→ **Exercise details**: From the entries below, please gather each line containing the string "task".

→ **Provided data**:
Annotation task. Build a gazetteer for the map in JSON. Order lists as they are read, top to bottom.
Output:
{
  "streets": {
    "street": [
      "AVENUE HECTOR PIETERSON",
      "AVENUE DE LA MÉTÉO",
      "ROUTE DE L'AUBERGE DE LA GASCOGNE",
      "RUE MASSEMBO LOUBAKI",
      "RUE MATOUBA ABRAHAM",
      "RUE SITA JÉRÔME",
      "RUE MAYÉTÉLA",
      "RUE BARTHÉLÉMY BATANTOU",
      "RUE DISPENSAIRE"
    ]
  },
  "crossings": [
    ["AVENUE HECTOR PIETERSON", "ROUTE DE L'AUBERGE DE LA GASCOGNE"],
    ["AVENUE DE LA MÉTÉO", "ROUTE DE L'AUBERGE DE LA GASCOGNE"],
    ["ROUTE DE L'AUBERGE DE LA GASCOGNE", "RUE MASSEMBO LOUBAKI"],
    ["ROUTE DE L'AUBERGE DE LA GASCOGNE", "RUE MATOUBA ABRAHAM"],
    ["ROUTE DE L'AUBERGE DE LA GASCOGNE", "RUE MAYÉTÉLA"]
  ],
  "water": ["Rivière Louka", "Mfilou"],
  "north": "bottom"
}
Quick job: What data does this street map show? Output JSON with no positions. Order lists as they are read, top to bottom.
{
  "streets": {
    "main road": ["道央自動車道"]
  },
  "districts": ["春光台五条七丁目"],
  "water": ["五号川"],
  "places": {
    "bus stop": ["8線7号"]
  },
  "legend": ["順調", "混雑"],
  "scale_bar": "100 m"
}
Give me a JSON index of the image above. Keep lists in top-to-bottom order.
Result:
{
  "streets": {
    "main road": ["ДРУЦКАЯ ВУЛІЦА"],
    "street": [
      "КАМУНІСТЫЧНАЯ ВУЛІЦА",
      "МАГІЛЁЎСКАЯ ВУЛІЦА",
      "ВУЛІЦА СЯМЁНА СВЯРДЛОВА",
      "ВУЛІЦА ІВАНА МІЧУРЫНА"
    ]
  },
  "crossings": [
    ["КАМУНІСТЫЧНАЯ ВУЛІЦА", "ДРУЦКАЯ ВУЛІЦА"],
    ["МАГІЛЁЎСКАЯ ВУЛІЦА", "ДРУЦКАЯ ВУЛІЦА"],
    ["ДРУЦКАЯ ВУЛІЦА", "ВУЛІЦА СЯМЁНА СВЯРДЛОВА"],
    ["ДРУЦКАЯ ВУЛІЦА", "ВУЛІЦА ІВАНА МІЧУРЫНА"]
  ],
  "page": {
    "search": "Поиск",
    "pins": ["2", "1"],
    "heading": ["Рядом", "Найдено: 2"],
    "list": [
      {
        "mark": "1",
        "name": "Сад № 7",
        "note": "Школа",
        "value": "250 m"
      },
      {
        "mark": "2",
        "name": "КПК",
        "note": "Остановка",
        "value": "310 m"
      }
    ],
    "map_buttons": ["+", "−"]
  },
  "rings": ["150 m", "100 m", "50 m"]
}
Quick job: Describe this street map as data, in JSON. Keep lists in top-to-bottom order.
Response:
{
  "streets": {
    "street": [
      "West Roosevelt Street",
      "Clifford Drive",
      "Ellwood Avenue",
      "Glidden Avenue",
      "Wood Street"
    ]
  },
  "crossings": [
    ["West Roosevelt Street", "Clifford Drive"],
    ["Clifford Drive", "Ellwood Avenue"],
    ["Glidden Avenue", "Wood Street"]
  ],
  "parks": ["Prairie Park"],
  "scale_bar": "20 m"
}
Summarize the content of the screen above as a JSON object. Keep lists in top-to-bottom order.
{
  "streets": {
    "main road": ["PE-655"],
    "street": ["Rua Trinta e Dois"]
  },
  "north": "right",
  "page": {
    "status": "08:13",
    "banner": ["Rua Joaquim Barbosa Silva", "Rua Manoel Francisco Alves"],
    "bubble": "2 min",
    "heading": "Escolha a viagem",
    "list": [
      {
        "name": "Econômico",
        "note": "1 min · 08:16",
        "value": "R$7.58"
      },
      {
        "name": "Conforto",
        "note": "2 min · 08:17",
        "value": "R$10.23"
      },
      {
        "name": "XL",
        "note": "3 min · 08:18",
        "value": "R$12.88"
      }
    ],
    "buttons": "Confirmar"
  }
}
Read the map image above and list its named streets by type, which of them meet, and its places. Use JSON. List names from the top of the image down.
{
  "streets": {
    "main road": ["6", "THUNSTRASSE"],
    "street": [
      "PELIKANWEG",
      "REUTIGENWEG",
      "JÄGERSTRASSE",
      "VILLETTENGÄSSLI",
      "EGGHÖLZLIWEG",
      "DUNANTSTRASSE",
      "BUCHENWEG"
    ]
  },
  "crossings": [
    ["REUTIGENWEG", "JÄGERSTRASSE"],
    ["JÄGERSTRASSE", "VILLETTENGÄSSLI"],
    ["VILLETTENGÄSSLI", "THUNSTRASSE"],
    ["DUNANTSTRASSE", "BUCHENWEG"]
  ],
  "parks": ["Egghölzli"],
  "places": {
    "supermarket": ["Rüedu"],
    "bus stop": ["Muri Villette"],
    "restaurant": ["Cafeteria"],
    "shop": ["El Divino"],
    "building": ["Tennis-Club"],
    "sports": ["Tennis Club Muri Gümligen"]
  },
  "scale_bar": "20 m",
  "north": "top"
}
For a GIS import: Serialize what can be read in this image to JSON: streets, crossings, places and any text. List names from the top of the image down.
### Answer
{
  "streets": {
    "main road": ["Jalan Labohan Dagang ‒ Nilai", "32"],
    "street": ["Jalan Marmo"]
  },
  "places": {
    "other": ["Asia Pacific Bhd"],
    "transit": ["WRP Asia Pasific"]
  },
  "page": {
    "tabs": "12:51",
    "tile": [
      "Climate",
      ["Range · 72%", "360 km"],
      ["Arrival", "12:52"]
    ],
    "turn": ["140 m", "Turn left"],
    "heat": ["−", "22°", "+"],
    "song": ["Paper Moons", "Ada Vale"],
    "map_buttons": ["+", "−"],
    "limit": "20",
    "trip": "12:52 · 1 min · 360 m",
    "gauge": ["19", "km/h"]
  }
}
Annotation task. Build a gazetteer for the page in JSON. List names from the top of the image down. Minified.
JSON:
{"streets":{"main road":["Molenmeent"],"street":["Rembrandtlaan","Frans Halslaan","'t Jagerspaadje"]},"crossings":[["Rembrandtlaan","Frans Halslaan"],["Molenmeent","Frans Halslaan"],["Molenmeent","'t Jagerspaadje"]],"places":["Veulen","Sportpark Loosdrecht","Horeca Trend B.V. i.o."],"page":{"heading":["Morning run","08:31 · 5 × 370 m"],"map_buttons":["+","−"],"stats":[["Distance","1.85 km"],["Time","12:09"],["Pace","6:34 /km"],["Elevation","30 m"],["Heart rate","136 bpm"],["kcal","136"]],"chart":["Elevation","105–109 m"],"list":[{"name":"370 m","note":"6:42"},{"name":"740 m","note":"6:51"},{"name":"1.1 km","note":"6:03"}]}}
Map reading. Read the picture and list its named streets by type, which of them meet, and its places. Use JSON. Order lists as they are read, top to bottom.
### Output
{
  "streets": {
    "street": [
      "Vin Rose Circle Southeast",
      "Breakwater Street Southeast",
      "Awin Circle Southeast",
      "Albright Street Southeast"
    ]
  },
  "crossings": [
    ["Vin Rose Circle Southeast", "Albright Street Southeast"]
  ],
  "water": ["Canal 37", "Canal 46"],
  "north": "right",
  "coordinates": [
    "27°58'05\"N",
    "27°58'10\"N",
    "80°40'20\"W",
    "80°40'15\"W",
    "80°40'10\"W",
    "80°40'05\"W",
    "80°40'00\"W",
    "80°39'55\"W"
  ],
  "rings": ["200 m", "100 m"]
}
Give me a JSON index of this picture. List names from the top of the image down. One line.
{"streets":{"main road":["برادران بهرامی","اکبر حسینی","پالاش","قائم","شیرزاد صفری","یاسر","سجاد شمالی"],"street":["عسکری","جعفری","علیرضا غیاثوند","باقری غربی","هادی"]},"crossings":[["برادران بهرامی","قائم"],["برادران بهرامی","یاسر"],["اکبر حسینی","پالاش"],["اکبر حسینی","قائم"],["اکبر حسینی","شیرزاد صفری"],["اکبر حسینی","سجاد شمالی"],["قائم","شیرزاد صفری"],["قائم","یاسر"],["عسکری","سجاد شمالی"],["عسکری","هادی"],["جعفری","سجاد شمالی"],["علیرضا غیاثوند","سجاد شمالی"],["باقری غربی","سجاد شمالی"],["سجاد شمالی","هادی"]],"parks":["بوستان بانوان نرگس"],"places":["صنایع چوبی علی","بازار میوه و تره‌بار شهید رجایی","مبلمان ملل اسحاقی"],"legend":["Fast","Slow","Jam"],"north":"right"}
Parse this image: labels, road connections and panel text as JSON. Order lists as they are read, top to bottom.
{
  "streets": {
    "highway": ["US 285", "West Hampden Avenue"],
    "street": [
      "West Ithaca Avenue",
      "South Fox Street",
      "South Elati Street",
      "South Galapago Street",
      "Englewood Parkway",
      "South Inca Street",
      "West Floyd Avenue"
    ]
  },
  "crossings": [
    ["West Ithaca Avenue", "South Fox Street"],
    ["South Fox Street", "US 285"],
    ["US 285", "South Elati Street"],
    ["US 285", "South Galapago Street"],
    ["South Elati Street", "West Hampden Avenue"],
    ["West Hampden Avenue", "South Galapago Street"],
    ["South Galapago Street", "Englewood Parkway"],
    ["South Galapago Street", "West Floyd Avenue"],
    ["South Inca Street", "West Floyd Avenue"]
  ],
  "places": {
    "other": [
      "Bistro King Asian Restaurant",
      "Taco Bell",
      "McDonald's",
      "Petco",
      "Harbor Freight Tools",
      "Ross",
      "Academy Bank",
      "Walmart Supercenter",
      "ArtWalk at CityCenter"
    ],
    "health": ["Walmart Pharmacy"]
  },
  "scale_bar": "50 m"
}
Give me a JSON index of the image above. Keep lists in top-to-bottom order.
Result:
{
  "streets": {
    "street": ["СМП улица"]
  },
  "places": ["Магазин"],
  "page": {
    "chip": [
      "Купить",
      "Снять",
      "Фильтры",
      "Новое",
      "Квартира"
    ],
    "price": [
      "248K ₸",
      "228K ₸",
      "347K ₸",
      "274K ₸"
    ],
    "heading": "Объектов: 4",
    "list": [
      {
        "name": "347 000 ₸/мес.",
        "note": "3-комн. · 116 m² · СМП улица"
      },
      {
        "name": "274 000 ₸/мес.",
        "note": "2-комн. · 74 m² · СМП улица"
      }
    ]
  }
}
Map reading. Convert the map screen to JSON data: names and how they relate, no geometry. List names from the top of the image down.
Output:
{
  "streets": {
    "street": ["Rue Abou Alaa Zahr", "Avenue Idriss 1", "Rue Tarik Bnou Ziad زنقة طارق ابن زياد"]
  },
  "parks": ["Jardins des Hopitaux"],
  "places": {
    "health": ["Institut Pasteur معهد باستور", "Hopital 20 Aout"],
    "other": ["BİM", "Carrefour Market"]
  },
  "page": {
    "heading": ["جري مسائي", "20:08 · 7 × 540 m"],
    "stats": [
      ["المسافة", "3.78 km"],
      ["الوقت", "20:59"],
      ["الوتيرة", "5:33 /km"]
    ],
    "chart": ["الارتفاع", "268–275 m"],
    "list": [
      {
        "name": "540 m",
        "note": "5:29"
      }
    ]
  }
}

→ **Finished exercise**:
Annotation task. Build a gazetteer for the map in JSON. Order lists as they are read, top to bottom.
Annotation task. Build a gazetteer for the page in JSON. List names from the top of the image down. Minified.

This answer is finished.